Vierter Teil
Sonntag, 20. Mai
Mourchakar heißt das Dorf, in dem wir diese Nacht
geschlafen haben, und unser Wagen hat Aufsehen erweckt; als er
gestern abend ausgespannt vor der Tür der Karawanserei stand,
sprangen die vom Felde zurückkehrenden Tiere zur Seite, sie
fürchteten sich, ihm zu nahe zu kommen.
Den ganzen Tag sind wir ohne ernste Schwierigkeiten in
scharfem Trab durch diese ziemlich »befahrbare« Wüste über den
alten persischen Boden, über die harte Erde dahingerollt, über
einen Teppich von süßduftenden Blumen, wie wir ihnen seit
Chiraz schon so oft begegnet sind. Die Berge rechts und links
mit ihren Schneegefilden scheinen wir schon zu kennen; ein
großes Gewirr von Felsen, niemals zeigen sie das geringste
Grün, sie erinnern an all die anderen, die sich vor vielen
Tagen als eine eintönige Kette zu beiden Seiten unseres Weges
hinzogen.
Und abends sahen wir in einem Tal eine frische, kleine Oase
liegen, das Dorf ist nicht mehr befestigt, es scheint sich
nicht mehr zu fürchten, wie die anderen Dörfer in den
südlichen Gegenden, es breitet sich im Gegenteil friedlich am
Ufer eines Baches, zwischen den Obstbäumen und den Blumen aus.
Aber welch ein ungewöhnliches Treiben herrscht vor seinem
Eingang, in der Ebene!

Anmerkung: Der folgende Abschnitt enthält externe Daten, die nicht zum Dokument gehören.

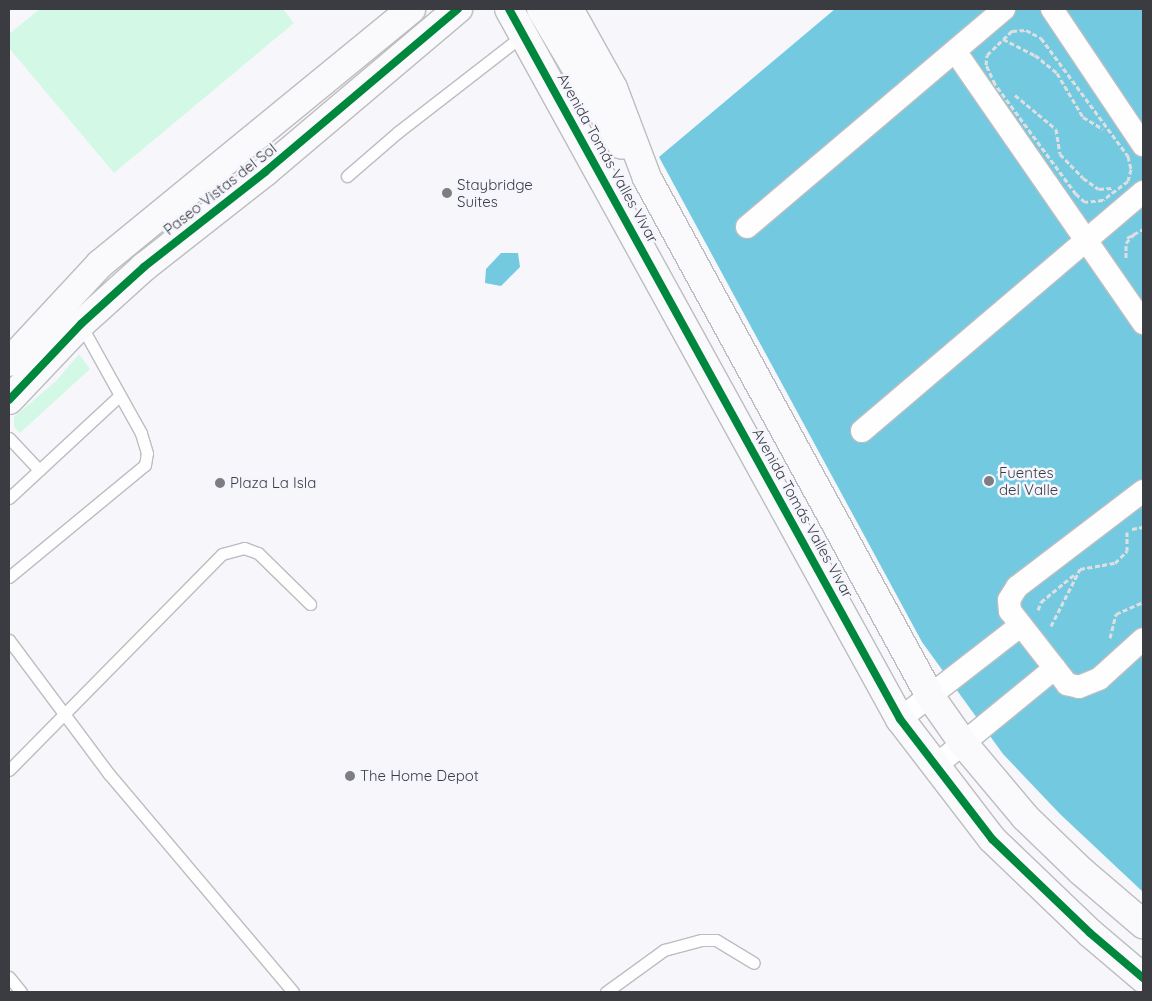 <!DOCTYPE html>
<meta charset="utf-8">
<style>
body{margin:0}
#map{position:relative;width:1152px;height:1001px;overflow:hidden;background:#f7f7fb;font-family:Quicksand,sans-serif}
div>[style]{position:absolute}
.green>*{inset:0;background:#d3f8e6}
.water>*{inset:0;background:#73cae0}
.path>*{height:3px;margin-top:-1.5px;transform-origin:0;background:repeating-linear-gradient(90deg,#dfdfe1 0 5px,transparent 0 7.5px)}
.roads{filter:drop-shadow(1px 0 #bcbdc1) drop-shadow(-1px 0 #bcbdc1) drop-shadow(0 1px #bcbdc1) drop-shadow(0 -1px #bcbdc1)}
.lane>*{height:11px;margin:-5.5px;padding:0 5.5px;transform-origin:5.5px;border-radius:5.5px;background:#fefefe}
.street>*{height:22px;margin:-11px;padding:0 11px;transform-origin:11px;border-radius:11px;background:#fefefe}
.secondary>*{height:28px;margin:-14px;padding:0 14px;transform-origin:14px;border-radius:14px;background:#fafafc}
.cycleway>*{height:8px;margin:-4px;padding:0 4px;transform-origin:4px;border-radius:4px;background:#00873e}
.dots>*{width:14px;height:14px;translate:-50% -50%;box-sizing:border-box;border:2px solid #f5f6fd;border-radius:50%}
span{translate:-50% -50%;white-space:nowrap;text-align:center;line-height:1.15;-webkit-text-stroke:5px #f5f6fd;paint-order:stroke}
.street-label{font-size:15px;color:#3b3c41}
.poi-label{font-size:15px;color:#3b3c41}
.left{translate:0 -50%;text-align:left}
.frame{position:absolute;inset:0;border:10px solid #3b3c41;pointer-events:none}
</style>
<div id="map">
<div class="green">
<div style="clip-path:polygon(40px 9px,283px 9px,294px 23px,114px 173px,9px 48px,9px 34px)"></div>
<div style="clip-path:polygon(79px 354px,90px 369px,20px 433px,14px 427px,14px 417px,56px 381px)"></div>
</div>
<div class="water">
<div style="clip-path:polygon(835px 9px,1143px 9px,1143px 892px,1060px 814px,1003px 754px,922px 642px,659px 157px)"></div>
<div style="clip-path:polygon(501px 253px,518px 253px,520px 267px,501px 286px,485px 283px,486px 269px)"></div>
</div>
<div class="path">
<div style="left:1026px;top:30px;width:17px;rotate:28deg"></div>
<div style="left:1041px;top:38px;width:147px;rotate:53.6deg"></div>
<div style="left:1128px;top:156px;width:13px;rotate:77deg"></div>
<div style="left:1131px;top:169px;width:12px;rotate:104deg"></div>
<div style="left:1128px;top:181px;width:31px;rotate:143deg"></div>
<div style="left:1103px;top:200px;width:18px;rotate:174deg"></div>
<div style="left:1085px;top:202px;width:12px;rotate:-138deg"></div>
<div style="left:1076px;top:194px;width:137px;rotate:-126.4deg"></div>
<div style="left:995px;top:84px;width:21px;rotate:-115deg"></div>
<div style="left:986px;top:65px;width:10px;rotate:-84deg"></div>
<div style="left:987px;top:55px;width:35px;rotate:-44deg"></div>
<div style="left:1012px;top:31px;width:14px;rotate:-4deg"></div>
<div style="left:1003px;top:39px;width:36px;rotate:27deg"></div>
<div style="left:1035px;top:55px;width:28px;rotate:39deg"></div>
<div style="left:1057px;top:73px;width:51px;rotate:59.4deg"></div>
<div style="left:1083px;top:117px;width:23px;rotate:31deg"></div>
<div style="left:1015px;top:95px;width:53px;rotate:39.7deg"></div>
<div style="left:1056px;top:129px;width:25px;rotate:81deg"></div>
<div style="left:1060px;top:154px;width:33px;rotate:46deg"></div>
<div style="left:1083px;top:178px;width:19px;rotate:35deg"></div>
<div style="left:1099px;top:189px;width:13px;rotate:-4deg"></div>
<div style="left:1127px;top:238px;width:18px;rotate:-29deg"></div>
<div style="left:1126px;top:258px;width:15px;rotate:-90deg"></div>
<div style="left:1126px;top:243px;width:12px;rotate:-48deg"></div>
<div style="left:1132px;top:529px;width:11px;rotate:-10deg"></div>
<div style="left:1038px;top:610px;width:9px;rotate:-69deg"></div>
<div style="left:1041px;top:602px;width:45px;rotate:-39.6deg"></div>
<div style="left:1051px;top:626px;width:64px;rotate:-63deg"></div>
<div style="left:1080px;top:569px;width:36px;rotate:-10deg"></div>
<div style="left:1115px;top:563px;width:17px;rotate:-45deg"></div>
<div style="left:1127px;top:551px;width:19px;rotate:-90deg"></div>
<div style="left:1110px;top:638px;width:25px;rotate:-76deg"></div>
<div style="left:1116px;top:614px;width:30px;rotate:-24deg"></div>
</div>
<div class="roads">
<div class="lane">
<div style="left:347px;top:176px;width:67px;rotate:-40.8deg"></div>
<div style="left:398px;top:132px;width:158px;rotate:-37.8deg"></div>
<div style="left:9px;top:438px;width:44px;rotate:46.8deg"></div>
<div style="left:9px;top:498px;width:150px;rotate:-42.8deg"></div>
<div style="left:9px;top:577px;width:176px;rotate:-39.5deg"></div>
<div style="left:145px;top:465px;width:12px;rotate:-81deg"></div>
<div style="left:147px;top:453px;width:21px;rotate:-107deg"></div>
<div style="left:141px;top:433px;width:124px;rotate:-119.1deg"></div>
<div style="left:9px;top:640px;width:167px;rotate:53.3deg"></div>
<div style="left:109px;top:774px;width:285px;rotate:49.8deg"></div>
<div style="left:9px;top:770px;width:303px;rotate:-45.4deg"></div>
<div style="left:222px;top:554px;width:23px;rotate:-15deg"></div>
<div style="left:244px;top:548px;width:15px;rotate:20deg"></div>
<div style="left:258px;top:553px;width:73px;rotate:44.4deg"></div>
<div style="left:9px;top:977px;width:19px;rotate:51deg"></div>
<div style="left:606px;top:992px;width:72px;rotate:-35.9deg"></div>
<div style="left:664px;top:950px;width:39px;rotate:-15deg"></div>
<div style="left:702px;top:940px;width:14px"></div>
<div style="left:716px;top:940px;width:44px;rotate:31.2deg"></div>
</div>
<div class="street">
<div style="left:1052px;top:9px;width:164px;rotate:56.2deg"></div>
<div style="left:955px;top:51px;width:331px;rotate:55.3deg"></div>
<div style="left:747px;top:227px;width:337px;rotate:-40.3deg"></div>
<div style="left:862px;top:431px;width:369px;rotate:-40.4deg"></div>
<div style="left:1143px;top:491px;width:158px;rotate:142.7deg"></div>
<div style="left:1017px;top:587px;width:15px;rotate:122deg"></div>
<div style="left:1009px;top:600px;width:11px;rotate:85deg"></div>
<div style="left:1010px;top:611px;width:93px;rotate:52deg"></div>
<div style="left:1067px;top:684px;width:12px;rotate:14deg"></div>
<div style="left:1079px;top:687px;width:22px;rotate:-22deg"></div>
<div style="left:1099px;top:679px;width:59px;rotate:-42.3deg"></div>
<div style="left:900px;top:719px;width:153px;rotate:-37.8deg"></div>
<div style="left:934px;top:767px;width:156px;rotate:-39.3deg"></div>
</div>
<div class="secondary">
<div style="left:509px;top:9px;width:811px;rotate:61.16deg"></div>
<div style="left:900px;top:719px;width:151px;rotate:52.5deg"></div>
<div style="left:992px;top:839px;width:136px;rotate:43.8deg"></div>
<div style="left:1090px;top:933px;width:70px;rotate:40.3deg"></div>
<div style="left:541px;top:9px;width:158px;rotate:59.2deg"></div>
<div style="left:569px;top:9px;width:90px;rotate:60.9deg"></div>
<div style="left:613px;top:88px;width:96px;rotate:69.3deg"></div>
<div style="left:647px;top:178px;width:590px;rotate:61.35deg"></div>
<div style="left:930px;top:696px;width:57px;rotate:54.9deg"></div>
<div style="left:963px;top:743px;width:97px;rotate:50deg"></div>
<div style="left:1025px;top:817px;width:78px;rotate:44deg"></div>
<div style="left:1081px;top:871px;width:82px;rotate:40.5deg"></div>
<div style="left:9px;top:362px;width:134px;rotate:-47.1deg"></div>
<div style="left:100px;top:264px;width:402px;rotate:-39.3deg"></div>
<div style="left:9px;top:400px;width:105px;rotate:-46.5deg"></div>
<div style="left:81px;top:324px;width:85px;rotate:-42.1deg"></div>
<div style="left:144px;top:267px;width:154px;rotate:-38.1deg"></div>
<div style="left:265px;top:172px;width:253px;rotate:-40.2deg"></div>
</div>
</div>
<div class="cycleway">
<div style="left:509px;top:9px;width:811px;rotate:61.16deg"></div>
<div style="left:900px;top:719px;width:151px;rotate:52.5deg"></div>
<div style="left:992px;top:839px;width:136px;rotate:43.8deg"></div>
<div style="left:1090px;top:933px;width:70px;rotate:40.3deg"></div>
<div style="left:9px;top:400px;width:105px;rotate:-46.5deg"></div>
<div style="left:81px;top:324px;width:85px;rotate:-42.1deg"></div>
<div style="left:144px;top:267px;width:154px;rotate:-38.1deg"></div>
<div style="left:265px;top:172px;width:253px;rotate:-40.2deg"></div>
</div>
<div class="dots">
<div style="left:447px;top:193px;background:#7d7d82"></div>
<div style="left:989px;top:481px;background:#7d7d82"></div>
<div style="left:220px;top:483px;background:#7d7d82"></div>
<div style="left:350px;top:776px;background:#7d7d82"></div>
</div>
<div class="street-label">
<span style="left:608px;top:158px;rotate:61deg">Avenida Tomás Valles Vivar</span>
<span style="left:220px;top:189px;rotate:-38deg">Paseo Vistas del Sol</span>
<span style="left:803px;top:513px;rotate:61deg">Avenida Tomás Valles Vivar</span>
</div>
<div class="poi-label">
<span class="left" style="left:457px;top:193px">Staybridge<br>Suites</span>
<span class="left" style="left:999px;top:481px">Fuentes<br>del Valle</span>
<span class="left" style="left:230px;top:483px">Plaza La Isla</span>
<span class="left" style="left:360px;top:776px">The Home Depot</span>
</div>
<div class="frame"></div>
</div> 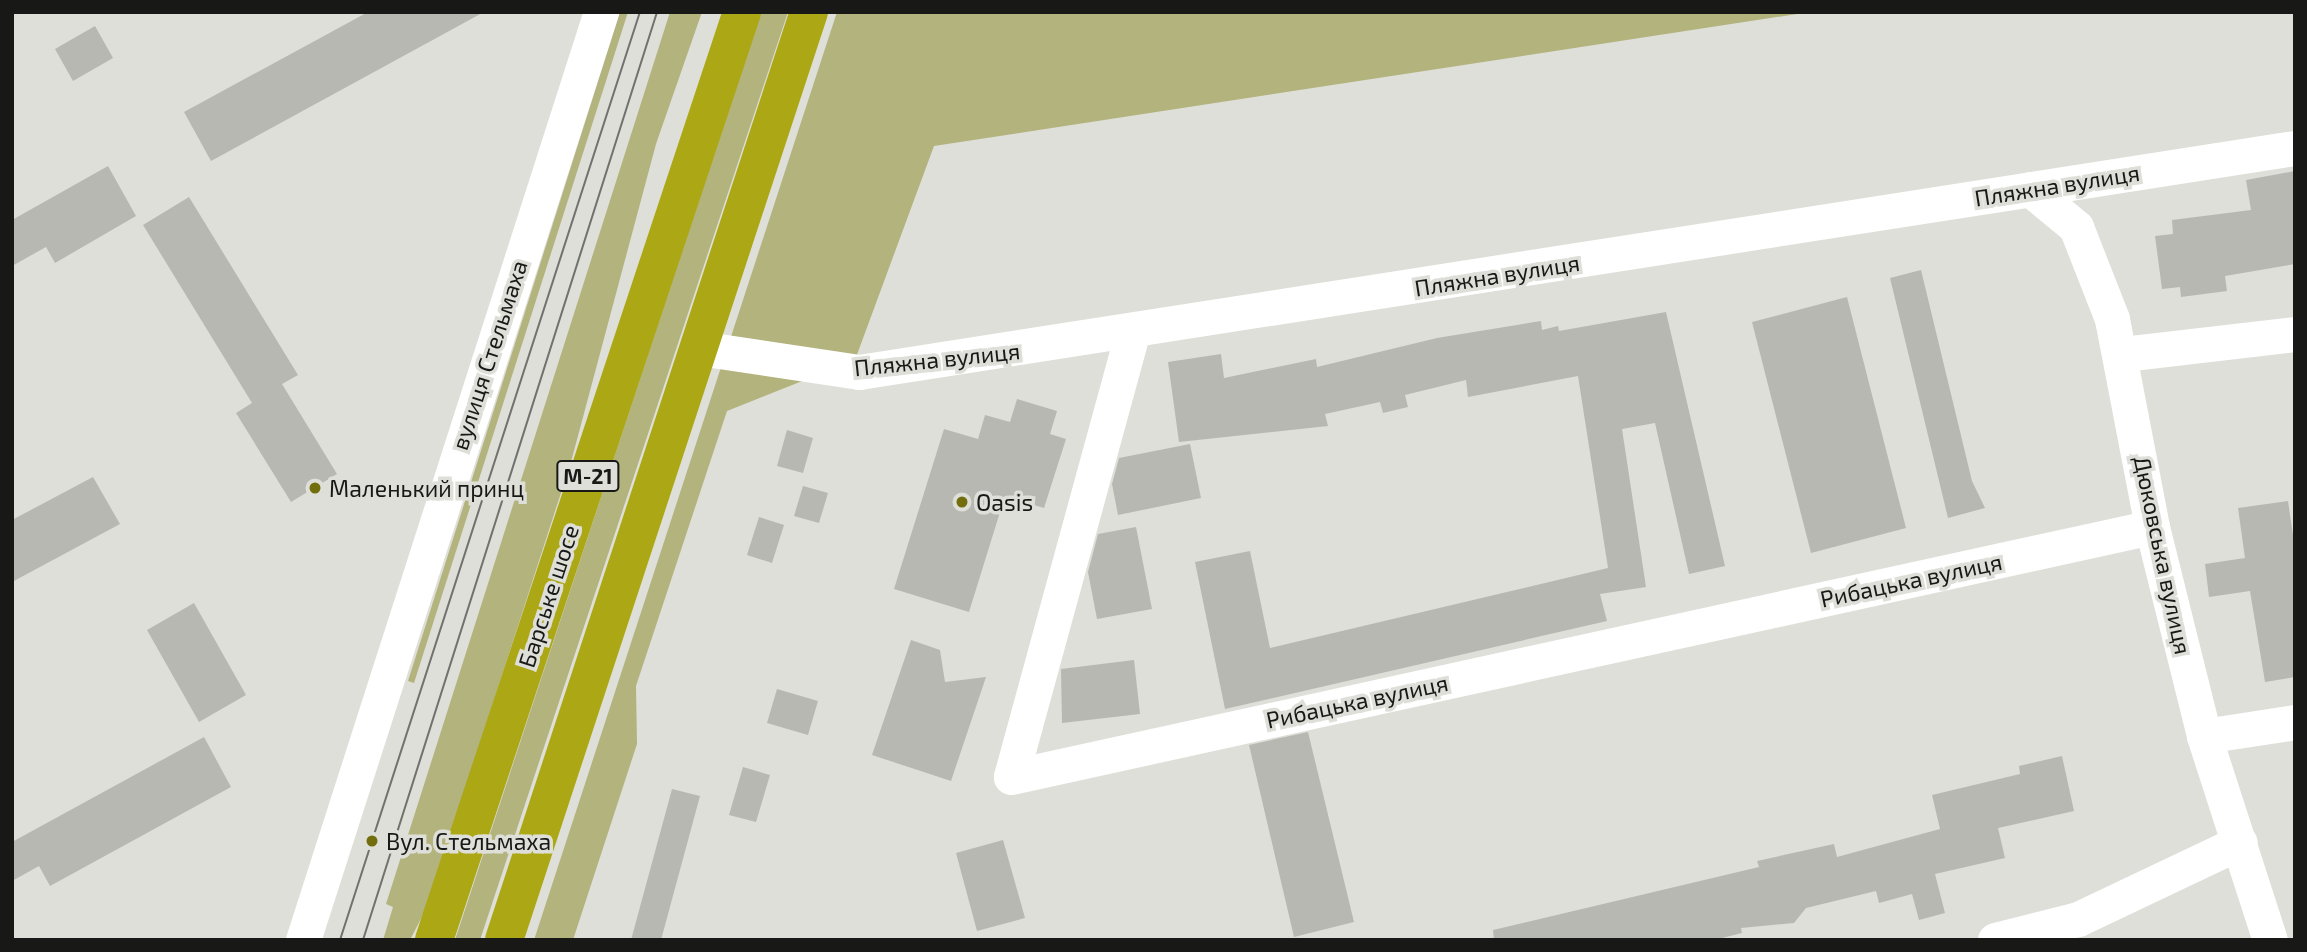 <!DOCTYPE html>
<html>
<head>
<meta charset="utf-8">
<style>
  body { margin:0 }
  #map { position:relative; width:2307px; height:952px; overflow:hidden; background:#dfdfd9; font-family:"Exo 2",sans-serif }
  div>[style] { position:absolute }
  .green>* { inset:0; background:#b3b37e }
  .building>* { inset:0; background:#b8b8b3 }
  .minor>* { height:35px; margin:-17.5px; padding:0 17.5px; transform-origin:17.5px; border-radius:17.5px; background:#fff }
  .highway>* { height:38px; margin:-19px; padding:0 19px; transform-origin:19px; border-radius:19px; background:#aca714 }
  .tram>* { height:2px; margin:-1px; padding:0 1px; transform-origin:1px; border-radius:1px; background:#71716d }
  .dots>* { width:19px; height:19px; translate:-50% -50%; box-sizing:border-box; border:4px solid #dfdfd9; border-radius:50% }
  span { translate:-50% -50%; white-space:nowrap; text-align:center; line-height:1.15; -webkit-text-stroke:7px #dfdfd9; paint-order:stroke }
  .shield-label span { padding:2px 5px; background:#dfdfd9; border:2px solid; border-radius:5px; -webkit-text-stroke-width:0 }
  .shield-label { font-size:21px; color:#181816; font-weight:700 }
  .street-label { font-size:23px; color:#181816 }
  .poi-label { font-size:23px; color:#181816 }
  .left { translate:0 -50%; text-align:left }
  .frame { position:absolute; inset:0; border:14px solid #181816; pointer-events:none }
</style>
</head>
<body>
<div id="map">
  <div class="green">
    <i style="clip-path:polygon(620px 12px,628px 12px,414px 683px,408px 681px)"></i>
    <i style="clip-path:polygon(670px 12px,702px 12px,656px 144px,571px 462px,427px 907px,410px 940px,383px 940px,393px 907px,386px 904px)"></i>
    <i style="clip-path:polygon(761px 12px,788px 12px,480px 940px,455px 940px)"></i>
    <i style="clip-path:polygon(837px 12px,1810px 12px,934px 146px,855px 360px,727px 411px,636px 686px,637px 744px,573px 940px,534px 940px)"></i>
  </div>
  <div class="building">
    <i style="clip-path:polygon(368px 12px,484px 12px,211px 161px,184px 112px)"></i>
    <i style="clip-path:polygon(95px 26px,113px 58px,73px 81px,55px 49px)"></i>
    <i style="clip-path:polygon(108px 166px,136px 216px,55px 263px,46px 247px,12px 266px,12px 220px)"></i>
    <i style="clip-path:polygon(2295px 171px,2295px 264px,2225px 276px,2227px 291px,2181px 297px,2180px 287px,2162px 289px,2155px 236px,2173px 234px,2172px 220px,2251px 210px,2246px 180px)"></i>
    <i style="clip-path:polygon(189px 197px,298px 375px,282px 384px,337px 474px,291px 502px,236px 413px,252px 403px,143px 225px)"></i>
    <i style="clip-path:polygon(1921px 270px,1972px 481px,1985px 508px,1948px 518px,1890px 278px)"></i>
    <i style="clip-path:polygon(1847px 297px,1906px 528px,1811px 553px,1752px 322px)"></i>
    <i style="clip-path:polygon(1666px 312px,1725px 566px,1689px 574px,1655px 423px,1622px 429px,1646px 587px,1600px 594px,1607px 621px,1225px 709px,1195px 562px,1250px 551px,1270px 648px,1608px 568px,1578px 376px,1468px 397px,1466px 380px,1405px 395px,1408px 407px,1383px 413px,1380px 402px,1325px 414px,1328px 426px,1179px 442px,1168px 362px,1221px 354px,1224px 378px,1316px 359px,1317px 367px,1437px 338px,1541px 321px,1542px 330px,1558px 326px,1559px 331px)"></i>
    <i style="clip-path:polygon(1017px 399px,1057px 411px,1050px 434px,1066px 439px,1044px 508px,1005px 496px,969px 612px,894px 589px,944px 429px,978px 439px,985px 415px,1010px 422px)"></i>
    <i style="clip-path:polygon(787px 430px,813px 438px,803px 473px,777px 466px)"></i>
    <i style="clip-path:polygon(1190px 444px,1201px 498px,1118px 515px,1112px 484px,1119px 458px)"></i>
    <i style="clip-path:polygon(93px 477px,120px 524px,12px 582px,12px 520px)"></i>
    <i style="clip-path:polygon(803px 486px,828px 493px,819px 523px,794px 516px)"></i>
    <i style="clip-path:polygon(2288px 501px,2295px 549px,2295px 677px,2265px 682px,2250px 591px,2209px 597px,2205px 564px,2245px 558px,2238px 508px)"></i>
    <i style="clip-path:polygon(759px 517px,784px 525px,772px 563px,747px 555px)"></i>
    <i style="clip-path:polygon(1136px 527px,1152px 609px,1097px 619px,1088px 572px,1098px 534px)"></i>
    <i style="clip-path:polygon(194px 603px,246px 695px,199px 722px,147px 630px)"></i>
    <i style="clip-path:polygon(911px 640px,940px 650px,945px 682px,986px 677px,951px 781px,872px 755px)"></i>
    <i style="clip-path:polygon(1134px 660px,1140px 714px,1062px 723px,1061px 669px)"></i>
    <i style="clip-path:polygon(777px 689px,818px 701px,808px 735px,767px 723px)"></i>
    <i style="clip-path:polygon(1308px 732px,1354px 922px,1294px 937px,1249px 745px)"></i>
    <i style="clip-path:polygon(204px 737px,231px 787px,50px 886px,39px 866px,12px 881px,12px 842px)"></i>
    <i style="clip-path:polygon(2062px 756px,2074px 811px,1998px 828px,2005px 858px,1935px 874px,1945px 913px,1919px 920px,1912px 894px,1879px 903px,1876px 891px,1806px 908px,1794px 923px,1741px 928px,1742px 933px,1714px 940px,1494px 940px,1493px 930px,1759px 867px,1757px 861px,1834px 844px,1837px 857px,1940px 829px,1932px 795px,2020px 774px,2019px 766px)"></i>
    <i style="clip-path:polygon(743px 767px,770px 775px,756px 822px,729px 815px)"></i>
    <i style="clip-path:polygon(672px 789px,700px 796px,661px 940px,631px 940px)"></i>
    <i style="clip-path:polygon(1003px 840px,1025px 918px,977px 931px,956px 853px)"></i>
  </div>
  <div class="minor">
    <i style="left:2030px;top:189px;width:60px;rotate:39.6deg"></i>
    <i style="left:2076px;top:227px;width:99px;rotate:68.6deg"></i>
    <i style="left:2112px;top:319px;width:212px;rotate:79.1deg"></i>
    <i style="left:2152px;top:527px;width:215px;rotate:76deg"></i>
    <i style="left:2204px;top:736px;width:214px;rotate:72.1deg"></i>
    <i style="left:1132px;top:334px;width:459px;rotate:105.3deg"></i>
    <i style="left:1011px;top:777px;width:1168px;rotate:-12.36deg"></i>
    <i style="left:699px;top:348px;width:162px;rotate:8.5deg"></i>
    <i style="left:859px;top:372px;width:1453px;rotate:-8.87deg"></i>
    <i style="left:2123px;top:354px;width:173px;rotate:-6.6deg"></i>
    <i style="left:2204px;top:736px;width:92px;rotate:-8.7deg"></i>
    <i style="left:303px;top:940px;width:975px;rotate:-72.2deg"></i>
    <i style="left:1995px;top:940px;width:86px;rotate:-14.2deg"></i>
    <i style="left:2078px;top:919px;width:179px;rotate:-25.4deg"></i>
  </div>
  <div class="highway">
    <i style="left:434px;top:940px;width:978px;rotate:-71.64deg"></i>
    <i style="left:504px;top:940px;width:977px;rotate:-71.81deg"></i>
  </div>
  <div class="tram">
    <i style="left:340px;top:940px;width:975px;rotate:-72.09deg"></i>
    <i style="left:363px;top:940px;width:973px;rotate:-72.42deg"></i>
  </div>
  <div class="dots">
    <i style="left:315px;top:488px;background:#726e0e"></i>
    <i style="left:962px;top:502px;background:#726e0e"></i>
    <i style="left:372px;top:841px;background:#726e0e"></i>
  </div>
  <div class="shield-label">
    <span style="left:588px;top:476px">М-21</span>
  </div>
  <div class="street-label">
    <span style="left:2057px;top:185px;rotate:-9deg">Пляжна вулиця</span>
    <span style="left:1497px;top:275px;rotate:-9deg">Пляжна вулиця</span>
    <span style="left:489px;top:355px;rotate:-72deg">вулиця Стельмаха</span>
    <span style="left:937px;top:359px;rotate:-6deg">Пляжна вулиця</span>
    <span style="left:2163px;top:555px;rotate:78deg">Дюковська вулиця</span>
    <span style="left:1911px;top:580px;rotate:-12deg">Рибацька вулиця</span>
    <span style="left:548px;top:596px;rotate:-72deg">Барське шосе</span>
    <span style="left:1357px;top:701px;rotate:-12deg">Рибацька вулиця</span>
  </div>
  <div class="poi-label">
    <span class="left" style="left:329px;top:488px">Маленький принц</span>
    <span class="left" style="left:976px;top:502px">Oasis</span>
    <span class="left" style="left:386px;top:841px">Вул. Стельмаха</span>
  </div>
  <div class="frame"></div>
</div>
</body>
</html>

Es muß irgendeine große Persönlichkeit
sein, die mit einem Gefolge von Satrapen reist: sechs Wagen,
ungefähr zwanzig von den mit rotem Tuch bedeckten Holzkäfigen,
in denen die Frauen auf den Rücken der Maultiere
eingeschlossen sitzen, wenigstens fünfzig Pferde, herrliche
Zelte, die auf dem Gras errichtet sind; und zwischen den
Bäumen hat man Stoffe aufgehängt, sie schließen einen kleinen
Wald ein, augenscheinlich, um den Harem des durchreisenden
Herrn vor den Blicken der Menschen zu schützen. – Man erzählt
uns, es sei ein neuer Vezir, der von Teheran nach Fars
geschickt wird, um diese Provinz zu regieren, und der sich
jetzt auf seinen Posten begibt. Die ganze Karawanserei ist von
seinem Gefolge besetzt, so ist es unnötig, dort nach einem
Raum für uns zu fragen.
Aber niemals haben Dorfbewohner uns so gastfreundlich
empfangen, wie es diese tun, die jetzt einen Kreis um uns
bilden – alle in langen, gemusterten persischen Kleidern, sehr
strammsitzend in der Taille, mit weiten, wallenden Ärmeln, mit
großen Hüten, die man weit zurückschiebt auf dem fast immer
edlen, schönen Kopf. Man streitet sich darum, wer uns sein
Haus öffnet, und wer uns unser Gepäck nachträgt.
Das Lehmzimmerchen, das wir dankend annehmen, liegt auf
einer Terrasse und sieht in einen Obstgarten hinab, der voller
Kirschbäume steht, und durch den die fließenden Bäche
dahinrauschen. Es ist sehr sauber, mit Kalk geweißt und mit
bescheidenen Spiegelmosaiks verziert, die hier und dort in der
Mauer eingelassen sind. Auf dem Kamin, zwischen den
orientalischen Karaffen und den kupfernen Kästchen, hat man
vorjährige Granaten und Äpfel in einer geraden Reihe
hingelegt, ganz so wie es in Frankreich die Bauern tun. Hier
herrscht nicht mehr die einfache Derbheit der südlichen Oasen,
man fühlt sich nicht mehr so weit von der Heimat entfernt;
viele Sachen erinnern fast an die Dörfer bei uns.